Tu Creatividad hecha Realidad

Vientos de Soledad (Capíitulo 6)

17.04.2020 19:58

VIENTOS DE SOLEDAD

Por Carlos Nagasaki

Capítulo 6

 

LUIS

El galope veloz rompía el aire. Por decenas de kilómetros no le dio descanso a su caballo. Sentía un miedo espantoso. La posibilidad que sus perseguidores estuvieran cerca lo aterró enormidades. El mismo caballo parecía entender la peligrosa situación en la que se habían metido. Cuando el jinete no podía sostener las riendas, el animal lo despertaba. Parecía decirle: Vamos, no te caigas ahora. ¡Despierta, despierta! Continuaron durante un largo camino hasta que el fiel amigo del vaquero no pudo más. Empezó a trotar disminuyendo la velocidad, sin embargo, había logrado perder a sus enemigos.

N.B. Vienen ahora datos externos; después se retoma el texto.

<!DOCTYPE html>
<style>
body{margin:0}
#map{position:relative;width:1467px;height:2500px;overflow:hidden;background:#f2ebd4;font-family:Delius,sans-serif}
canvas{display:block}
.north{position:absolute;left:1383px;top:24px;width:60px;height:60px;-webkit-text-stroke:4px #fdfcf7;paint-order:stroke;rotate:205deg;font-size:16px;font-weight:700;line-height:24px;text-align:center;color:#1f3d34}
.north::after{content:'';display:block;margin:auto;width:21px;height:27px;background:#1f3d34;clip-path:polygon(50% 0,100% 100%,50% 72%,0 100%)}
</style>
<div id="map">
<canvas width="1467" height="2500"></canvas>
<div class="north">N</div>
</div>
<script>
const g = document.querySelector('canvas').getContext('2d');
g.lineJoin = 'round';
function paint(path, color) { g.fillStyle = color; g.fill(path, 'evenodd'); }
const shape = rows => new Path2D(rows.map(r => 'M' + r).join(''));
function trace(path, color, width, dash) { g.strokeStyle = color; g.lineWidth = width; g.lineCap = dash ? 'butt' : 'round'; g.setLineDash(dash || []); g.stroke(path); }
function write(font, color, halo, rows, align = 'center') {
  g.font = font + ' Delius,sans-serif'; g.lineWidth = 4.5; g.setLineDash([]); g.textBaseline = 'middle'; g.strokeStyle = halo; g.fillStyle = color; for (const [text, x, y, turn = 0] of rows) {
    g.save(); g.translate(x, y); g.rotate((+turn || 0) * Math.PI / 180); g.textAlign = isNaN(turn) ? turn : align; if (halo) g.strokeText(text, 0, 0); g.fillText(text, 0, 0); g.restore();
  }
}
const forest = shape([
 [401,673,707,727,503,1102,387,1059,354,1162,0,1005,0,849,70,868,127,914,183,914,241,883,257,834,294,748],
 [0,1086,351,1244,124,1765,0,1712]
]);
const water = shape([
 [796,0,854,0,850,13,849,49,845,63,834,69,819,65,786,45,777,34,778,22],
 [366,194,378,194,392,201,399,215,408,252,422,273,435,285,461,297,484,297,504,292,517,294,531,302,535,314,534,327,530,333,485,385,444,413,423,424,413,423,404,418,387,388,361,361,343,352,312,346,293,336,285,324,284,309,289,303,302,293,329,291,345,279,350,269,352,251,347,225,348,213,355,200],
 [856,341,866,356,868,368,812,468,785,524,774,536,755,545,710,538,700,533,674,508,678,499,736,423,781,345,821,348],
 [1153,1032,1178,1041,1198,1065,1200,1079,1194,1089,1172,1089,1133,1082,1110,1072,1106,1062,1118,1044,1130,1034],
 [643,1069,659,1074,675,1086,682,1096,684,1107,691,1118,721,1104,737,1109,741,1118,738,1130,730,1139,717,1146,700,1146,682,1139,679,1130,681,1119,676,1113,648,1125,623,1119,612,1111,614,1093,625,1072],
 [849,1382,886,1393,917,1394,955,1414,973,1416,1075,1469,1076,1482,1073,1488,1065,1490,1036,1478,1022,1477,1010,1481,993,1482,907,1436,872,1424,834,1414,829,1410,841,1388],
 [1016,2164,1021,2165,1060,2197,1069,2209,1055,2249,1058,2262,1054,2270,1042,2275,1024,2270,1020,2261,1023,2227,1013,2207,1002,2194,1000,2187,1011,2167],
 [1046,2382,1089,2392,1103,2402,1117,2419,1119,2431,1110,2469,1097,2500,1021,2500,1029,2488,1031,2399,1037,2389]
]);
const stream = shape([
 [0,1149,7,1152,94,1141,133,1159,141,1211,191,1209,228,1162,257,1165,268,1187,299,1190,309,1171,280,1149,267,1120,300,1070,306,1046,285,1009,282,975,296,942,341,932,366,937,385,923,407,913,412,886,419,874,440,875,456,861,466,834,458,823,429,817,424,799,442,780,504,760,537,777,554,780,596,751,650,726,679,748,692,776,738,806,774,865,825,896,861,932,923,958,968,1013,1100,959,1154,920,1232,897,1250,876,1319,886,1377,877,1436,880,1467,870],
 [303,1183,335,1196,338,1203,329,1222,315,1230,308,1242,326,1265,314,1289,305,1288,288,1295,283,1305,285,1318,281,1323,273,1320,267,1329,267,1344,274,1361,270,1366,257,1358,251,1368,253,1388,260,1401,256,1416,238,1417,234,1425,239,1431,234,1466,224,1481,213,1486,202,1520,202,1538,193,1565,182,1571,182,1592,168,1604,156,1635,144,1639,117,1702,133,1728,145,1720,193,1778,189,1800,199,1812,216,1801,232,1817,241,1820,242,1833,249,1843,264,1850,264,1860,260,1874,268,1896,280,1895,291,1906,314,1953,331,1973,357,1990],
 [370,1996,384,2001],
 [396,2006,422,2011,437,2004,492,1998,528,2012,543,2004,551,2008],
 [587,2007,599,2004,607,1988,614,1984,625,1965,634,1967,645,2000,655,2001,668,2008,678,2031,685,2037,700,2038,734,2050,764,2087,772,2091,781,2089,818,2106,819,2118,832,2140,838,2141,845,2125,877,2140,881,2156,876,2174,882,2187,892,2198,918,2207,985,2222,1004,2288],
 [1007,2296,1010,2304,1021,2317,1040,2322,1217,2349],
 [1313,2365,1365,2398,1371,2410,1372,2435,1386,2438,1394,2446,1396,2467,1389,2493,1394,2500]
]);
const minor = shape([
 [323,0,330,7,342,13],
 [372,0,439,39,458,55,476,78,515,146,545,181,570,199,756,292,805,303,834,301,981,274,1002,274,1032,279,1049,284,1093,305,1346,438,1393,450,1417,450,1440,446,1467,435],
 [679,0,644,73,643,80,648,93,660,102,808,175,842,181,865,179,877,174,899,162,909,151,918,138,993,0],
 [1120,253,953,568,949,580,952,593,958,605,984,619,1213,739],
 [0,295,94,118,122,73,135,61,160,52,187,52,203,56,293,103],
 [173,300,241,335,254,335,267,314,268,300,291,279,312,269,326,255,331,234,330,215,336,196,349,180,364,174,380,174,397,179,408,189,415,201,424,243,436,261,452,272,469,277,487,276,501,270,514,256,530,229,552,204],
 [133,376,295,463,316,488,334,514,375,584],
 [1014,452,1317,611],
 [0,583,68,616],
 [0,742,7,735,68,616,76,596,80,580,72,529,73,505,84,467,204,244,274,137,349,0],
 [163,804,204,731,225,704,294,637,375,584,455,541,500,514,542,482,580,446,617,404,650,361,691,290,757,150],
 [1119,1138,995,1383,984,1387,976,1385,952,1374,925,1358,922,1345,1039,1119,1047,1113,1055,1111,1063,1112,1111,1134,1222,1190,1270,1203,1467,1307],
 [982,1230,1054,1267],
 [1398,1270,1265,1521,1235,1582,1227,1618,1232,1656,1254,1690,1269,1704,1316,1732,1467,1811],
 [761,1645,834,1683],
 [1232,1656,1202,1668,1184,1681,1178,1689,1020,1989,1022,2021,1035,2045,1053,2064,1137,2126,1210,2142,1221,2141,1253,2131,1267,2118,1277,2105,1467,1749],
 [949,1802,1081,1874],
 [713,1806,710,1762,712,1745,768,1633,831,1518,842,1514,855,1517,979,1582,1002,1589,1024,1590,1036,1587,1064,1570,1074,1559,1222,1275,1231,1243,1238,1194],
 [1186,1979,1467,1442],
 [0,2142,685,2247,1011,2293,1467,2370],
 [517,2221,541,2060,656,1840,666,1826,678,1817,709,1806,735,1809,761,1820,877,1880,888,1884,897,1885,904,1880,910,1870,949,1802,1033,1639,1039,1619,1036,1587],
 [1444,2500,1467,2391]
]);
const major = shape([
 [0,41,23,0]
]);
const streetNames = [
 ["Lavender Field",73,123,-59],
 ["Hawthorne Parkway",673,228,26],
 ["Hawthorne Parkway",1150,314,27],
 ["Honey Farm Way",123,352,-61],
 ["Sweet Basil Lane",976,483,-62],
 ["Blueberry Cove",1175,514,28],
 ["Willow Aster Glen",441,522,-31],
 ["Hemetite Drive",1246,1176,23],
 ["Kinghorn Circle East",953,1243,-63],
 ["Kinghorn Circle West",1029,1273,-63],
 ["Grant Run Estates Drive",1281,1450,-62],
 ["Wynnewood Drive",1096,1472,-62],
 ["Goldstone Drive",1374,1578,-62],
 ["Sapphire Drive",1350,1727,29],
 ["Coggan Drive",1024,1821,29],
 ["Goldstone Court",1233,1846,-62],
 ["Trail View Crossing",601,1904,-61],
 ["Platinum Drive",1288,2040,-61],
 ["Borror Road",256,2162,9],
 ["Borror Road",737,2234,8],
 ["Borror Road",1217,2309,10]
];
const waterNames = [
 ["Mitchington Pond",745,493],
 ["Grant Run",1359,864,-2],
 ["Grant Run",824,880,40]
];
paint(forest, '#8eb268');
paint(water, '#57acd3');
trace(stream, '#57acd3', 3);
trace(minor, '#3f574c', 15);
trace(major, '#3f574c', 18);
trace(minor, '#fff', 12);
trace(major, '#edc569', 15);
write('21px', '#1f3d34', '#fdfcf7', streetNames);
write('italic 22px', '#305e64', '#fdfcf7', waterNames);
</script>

Luis padecía delirios de persecución desde el fatídico día. Le aterraba pensar que los asesinos de su padre en algún momento fueran por él. Tuvo que aprender a vivir con ese temor y decidió́ voltear la situación. Ahora sería él, quien los buscaría a ellos. No obstante, en esta ocasión, le tocaba huir.

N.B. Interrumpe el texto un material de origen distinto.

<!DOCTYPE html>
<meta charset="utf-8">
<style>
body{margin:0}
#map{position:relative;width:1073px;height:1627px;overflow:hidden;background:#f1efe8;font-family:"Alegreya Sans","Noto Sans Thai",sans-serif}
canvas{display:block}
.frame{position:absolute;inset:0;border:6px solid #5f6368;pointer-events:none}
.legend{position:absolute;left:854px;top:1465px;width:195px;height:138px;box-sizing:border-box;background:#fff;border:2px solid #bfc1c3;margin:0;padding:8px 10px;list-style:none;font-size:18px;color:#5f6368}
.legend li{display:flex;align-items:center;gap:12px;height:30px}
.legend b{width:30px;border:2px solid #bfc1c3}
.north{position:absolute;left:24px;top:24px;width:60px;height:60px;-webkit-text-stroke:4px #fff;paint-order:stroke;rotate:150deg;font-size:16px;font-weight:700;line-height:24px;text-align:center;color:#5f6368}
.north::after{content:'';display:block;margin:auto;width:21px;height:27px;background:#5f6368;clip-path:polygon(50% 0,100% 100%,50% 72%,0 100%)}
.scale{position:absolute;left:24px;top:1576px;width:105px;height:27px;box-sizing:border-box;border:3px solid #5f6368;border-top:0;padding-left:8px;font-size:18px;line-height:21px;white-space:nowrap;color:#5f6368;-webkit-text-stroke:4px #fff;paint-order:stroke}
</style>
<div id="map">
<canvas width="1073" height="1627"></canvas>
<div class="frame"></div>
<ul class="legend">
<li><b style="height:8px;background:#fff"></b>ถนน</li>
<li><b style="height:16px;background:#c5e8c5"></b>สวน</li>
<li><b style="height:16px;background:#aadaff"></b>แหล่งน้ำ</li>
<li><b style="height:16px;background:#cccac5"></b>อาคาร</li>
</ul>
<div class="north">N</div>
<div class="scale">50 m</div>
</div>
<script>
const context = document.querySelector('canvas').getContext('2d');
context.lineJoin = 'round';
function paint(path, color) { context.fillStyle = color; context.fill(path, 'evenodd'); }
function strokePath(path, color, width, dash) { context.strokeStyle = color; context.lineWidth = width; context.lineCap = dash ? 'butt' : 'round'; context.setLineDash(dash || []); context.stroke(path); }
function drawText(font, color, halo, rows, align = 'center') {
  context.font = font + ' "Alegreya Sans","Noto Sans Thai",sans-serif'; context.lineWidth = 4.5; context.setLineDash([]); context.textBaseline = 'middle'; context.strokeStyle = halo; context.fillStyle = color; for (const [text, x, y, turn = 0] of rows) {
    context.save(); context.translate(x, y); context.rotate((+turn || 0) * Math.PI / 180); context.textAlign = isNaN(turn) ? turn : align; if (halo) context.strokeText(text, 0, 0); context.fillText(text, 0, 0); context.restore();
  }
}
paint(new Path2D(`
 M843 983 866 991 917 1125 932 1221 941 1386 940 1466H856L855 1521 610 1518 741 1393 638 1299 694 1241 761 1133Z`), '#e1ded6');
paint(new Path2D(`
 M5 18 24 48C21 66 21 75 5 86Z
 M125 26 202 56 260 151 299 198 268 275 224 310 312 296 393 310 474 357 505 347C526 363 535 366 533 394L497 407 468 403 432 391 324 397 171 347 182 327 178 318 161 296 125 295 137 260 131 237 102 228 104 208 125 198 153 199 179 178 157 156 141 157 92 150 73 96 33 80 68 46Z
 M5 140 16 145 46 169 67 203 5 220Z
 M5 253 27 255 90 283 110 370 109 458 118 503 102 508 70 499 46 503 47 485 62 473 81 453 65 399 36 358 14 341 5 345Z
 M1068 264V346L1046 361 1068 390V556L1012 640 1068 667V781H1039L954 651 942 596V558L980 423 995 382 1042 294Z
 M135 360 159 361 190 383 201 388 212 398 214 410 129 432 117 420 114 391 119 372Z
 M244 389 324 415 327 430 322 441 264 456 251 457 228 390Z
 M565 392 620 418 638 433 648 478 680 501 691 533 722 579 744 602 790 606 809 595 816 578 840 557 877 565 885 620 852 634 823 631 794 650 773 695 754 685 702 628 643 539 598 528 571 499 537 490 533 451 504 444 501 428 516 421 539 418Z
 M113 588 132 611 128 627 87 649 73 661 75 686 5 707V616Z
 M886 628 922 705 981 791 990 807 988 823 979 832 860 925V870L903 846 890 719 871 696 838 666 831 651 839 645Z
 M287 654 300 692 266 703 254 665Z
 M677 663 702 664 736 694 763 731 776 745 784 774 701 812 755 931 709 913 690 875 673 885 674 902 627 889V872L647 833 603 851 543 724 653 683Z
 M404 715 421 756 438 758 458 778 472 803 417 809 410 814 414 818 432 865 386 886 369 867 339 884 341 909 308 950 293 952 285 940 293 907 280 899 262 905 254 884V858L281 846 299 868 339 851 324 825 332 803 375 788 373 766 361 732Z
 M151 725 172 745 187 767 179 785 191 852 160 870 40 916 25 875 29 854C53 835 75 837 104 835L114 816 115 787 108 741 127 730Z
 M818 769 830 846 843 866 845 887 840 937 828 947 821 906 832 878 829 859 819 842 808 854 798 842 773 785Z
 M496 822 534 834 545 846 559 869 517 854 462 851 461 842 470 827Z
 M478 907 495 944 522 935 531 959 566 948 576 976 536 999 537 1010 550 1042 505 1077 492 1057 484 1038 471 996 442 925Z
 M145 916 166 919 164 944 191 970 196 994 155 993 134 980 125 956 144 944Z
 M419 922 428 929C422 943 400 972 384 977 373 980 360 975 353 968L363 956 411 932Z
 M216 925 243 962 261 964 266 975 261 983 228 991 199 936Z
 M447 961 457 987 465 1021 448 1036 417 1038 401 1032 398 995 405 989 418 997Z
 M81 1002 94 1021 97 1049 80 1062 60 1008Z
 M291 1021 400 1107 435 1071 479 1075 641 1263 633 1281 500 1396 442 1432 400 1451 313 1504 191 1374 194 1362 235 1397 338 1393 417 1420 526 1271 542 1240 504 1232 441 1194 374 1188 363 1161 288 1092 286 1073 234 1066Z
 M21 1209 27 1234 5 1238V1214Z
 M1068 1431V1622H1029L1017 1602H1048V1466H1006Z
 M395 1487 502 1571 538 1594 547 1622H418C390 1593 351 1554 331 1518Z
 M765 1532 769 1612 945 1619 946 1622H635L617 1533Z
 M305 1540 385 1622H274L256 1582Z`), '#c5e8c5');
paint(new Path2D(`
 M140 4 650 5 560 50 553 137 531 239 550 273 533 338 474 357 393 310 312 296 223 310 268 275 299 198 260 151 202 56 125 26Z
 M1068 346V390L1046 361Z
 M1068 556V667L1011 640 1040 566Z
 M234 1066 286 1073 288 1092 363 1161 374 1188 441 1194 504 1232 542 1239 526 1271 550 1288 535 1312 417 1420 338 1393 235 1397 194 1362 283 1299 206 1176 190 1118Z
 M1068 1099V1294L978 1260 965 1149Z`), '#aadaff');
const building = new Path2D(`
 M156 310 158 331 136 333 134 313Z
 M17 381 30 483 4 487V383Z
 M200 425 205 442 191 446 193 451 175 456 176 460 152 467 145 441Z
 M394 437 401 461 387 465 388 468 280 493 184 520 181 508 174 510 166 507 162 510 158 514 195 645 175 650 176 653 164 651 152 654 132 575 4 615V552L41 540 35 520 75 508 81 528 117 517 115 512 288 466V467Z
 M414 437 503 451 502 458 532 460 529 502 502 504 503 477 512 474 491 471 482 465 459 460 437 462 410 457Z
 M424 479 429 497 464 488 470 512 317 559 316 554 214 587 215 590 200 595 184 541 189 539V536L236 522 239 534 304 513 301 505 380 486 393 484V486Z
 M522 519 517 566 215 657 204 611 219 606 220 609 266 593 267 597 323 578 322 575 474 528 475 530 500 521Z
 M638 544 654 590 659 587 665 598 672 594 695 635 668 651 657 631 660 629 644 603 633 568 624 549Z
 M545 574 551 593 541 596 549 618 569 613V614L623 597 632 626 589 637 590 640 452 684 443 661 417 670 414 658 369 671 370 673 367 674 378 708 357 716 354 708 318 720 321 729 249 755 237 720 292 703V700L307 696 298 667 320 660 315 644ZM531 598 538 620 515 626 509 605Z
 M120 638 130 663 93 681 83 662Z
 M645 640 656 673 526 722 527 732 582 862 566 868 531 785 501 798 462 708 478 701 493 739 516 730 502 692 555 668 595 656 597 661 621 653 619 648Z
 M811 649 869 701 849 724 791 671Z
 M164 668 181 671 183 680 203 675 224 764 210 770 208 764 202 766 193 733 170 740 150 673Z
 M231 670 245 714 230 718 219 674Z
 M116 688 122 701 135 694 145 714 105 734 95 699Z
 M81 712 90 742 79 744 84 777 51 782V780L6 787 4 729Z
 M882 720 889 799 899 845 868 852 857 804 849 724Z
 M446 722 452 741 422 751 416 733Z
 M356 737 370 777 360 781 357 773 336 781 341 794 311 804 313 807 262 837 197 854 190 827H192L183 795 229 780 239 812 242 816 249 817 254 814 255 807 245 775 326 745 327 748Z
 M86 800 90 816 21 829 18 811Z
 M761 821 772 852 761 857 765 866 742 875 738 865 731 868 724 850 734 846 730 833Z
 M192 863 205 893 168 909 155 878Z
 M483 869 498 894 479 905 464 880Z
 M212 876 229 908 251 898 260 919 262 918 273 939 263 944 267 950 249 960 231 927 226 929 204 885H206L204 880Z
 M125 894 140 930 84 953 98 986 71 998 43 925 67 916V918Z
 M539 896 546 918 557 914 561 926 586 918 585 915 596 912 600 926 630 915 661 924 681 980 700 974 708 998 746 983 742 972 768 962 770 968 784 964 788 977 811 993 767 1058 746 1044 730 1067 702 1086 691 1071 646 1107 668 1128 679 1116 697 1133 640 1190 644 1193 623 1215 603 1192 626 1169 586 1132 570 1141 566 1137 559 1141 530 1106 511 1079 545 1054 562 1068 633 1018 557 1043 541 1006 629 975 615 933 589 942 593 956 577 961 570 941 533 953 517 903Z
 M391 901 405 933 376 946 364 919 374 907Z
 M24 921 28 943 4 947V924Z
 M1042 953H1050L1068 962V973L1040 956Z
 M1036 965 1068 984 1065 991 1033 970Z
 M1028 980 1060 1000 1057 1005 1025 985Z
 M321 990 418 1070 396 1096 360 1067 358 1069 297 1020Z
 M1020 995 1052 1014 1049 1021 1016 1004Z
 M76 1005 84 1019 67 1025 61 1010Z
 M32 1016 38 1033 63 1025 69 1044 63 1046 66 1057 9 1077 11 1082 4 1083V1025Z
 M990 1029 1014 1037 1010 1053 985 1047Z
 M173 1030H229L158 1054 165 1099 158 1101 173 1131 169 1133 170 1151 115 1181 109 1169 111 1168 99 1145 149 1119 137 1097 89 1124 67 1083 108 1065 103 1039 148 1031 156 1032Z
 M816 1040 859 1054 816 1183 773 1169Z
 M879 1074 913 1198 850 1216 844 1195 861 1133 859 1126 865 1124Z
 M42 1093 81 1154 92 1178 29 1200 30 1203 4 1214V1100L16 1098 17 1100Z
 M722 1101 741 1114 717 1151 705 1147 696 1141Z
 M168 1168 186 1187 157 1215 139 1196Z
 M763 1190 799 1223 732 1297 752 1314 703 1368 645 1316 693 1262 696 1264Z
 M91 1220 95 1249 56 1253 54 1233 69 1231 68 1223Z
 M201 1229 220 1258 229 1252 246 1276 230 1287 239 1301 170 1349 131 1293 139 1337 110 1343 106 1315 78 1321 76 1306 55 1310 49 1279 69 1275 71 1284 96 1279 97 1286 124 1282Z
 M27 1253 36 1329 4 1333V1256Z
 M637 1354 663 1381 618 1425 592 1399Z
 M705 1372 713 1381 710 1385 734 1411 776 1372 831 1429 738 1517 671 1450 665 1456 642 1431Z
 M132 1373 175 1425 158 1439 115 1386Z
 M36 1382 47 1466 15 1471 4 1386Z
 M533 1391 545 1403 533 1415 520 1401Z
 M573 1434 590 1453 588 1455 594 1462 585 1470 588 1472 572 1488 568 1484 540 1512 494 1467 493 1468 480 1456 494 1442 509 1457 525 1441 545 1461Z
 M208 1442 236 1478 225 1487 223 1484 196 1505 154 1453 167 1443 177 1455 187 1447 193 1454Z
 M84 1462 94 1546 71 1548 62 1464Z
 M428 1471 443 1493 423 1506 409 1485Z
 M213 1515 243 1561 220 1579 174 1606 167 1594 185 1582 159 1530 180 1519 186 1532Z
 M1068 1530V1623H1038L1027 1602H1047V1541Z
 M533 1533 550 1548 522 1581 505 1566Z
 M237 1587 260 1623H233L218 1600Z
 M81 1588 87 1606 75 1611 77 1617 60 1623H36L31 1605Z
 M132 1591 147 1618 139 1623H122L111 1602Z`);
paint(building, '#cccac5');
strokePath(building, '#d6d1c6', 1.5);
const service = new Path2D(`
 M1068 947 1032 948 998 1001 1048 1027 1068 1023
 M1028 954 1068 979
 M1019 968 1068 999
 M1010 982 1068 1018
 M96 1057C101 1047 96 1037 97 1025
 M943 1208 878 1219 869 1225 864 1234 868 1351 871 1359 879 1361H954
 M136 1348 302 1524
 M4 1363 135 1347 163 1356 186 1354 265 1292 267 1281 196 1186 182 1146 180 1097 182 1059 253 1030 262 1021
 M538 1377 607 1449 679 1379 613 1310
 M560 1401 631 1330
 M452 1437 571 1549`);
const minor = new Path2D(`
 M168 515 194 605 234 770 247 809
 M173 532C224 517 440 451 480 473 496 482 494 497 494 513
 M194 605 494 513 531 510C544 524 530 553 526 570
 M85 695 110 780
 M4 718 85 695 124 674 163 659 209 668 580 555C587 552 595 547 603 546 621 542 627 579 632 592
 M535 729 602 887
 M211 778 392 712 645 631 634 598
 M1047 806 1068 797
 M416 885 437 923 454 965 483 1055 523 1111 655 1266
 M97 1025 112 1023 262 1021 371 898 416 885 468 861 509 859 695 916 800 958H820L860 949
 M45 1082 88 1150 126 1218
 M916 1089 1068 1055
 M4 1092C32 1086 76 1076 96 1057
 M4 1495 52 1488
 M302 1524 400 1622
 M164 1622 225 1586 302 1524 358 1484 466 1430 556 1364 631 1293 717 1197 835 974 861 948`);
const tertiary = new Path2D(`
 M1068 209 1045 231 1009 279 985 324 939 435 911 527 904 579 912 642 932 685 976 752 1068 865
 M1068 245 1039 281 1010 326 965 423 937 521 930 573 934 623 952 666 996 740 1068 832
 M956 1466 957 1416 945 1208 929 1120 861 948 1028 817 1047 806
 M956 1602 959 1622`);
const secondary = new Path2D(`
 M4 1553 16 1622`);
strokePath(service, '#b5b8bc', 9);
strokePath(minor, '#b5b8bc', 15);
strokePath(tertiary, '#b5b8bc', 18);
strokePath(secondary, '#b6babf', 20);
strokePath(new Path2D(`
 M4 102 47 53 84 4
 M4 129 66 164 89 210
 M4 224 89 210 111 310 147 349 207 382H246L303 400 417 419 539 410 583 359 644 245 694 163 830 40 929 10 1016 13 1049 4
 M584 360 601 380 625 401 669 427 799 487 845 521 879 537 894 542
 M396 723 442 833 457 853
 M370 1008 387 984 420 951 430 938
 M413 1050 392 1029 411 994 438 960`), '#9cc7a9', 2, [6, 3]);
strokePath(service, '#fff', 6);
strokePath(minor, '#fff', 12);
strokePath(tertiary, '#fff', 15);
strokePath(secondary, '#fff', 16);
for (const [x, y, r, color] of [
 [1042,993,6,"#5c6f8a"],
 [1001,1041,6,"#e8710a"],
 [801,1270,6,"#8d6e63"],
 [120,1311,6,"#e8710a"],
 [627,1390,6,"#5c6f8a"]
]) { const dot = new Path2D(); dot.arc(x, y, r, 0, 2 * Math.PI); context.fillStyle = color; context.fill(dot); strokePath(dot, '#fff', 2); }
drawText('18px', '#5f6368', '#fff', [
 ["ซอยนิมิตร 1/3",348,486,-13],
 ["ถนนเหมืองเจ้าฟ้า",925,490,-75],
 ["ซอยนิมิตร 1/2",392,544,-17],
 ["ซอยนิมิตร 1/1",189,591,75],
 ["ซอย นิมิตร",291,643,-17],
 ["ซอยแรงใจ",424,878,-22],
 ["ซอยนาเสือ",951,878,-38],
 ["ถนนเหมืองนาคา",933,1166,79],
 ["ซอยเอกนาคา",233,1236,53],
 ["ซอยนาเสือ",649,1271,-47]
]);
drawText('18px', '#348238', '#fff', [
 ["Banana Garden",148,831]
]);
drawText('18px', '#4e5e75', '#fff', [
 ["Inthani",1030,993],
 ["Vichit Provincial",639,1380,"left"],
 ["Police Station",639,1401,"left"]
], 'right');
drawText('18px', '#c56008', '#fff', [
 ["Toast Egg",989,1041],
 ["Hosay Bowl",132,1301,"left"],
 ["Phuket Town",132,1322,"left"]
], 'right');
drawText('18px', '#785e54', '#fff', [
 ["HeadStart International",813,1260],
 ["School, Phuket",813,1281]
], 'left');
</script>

Su escape continuó a ritmo lento. Sintió un escalofrió intenso que recorrió su cuerpo. Fuertes mareos lo atacaron durante la carrera. Venía herido de un par de balazos. Su corazón palpitaba muy acelerado. Volvió a sentir que lo seguían, pero esta vez había algo extraño en aquellos llanos oscuros. Le pareció escuchar un murmullo. Si su mente no lo traicionaba, una sombra lo seguía a varios metros de distancia. Por más que aclaró sus ojos, no pudo distinguir esa presencia extraña.

En Parras, la gente estaba indignada, pedían la cabeza de aquel asesino. La policía rural, al mando de Don José Domínguez, solicitó unos cuantos voluntarios para la búsqueda. De esta forma, se alistaron varios vaqueros. Se unieron con los uniformados y empezaron la cacería del asesino.

Todavía a las cuatro con cuarenta y cinco minutos de la madrugada, el vaquero no detenía su cabalgata. Su estómago se desangraba profusamente. Su visión se nublaba entre la obscuridad. Trató de bloquear su mente pensando en otra cosa para mitigar el dolor, entonces se decidió a cantar.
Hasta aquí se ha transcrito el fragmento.